Flower Garland Around the Madonna and Child with Angels
Object type | Painting |
Genre | Garland |
Date | 1615-1620 |
Dimensions | 42 x 32.4 cm |
Support | Copper |
Medium | Oil |
Our attribution | Jan Brueghel the Elder |
Other authorities | Ertz 2008-10, #479 |
Location/Most Recent Sale | London, Johnny van Haeften Ltd. |
Tags | Van Balen, Angels, Christ, Virgin Mary, Flowers, Garland |
copy sold London, Phillips, 27 February 1990, lot 18.
Based on an anonymous kunstkammer painting now in Warsaw in which this picture appears, it has been suggested that the original was purchased by Prince (later King) Vladislaus Sigismundas Vasa who was travelling in the Low Countries around 1624. This evidence is far from secure but the connection is plausible. For documentation of the Prince's purchases of paintings from Jan see Szmydki 2000.

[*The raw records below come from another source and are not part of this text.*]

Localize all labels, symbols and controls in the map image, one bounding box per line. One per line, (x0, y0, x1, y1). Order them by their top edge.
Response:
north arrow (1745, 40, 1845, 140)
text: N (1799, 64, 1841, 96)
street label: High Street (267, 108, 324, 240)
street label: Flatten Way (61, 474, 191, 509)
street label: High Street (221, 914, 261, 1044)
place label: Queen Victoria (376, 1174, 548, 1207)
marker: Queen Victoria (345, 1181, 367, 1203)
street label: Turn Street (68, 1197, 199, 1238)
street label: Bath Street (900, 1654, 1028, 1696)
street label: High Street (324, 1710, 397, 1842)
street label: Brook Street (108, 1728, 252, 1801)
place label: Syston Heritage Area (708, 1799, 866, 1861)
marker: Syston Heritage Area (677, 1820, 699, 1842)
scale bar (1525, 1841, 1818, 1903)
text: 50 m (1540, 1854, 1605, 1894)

Unusual among Jan's flower garlands in that the garland is completely floating in space, not anchored to the ground or to any kind of landscape. Could be tied to what appears to be the iconography here: the Virgin of the Immaculate Conception (on the crescent moon, before the sun). But in a private communication, James Clifton says that the iconography here is not necessarily that of the Immaculate Conception, which was still under debate in the 1620s (supported by the Jesuits and Franciscans, rejected by the Dominicans). Apocalyptic Woman imagery was applied to the Immaculate Conception but was used in other contexts too. Clifton notes that the Virgin-on-the-Moon imagery was used for the so-called Virgin of Antwerp, who stands on a crescent moon. Also anomalous is that in this painting, the Christ child is holding Eucharistic symbols.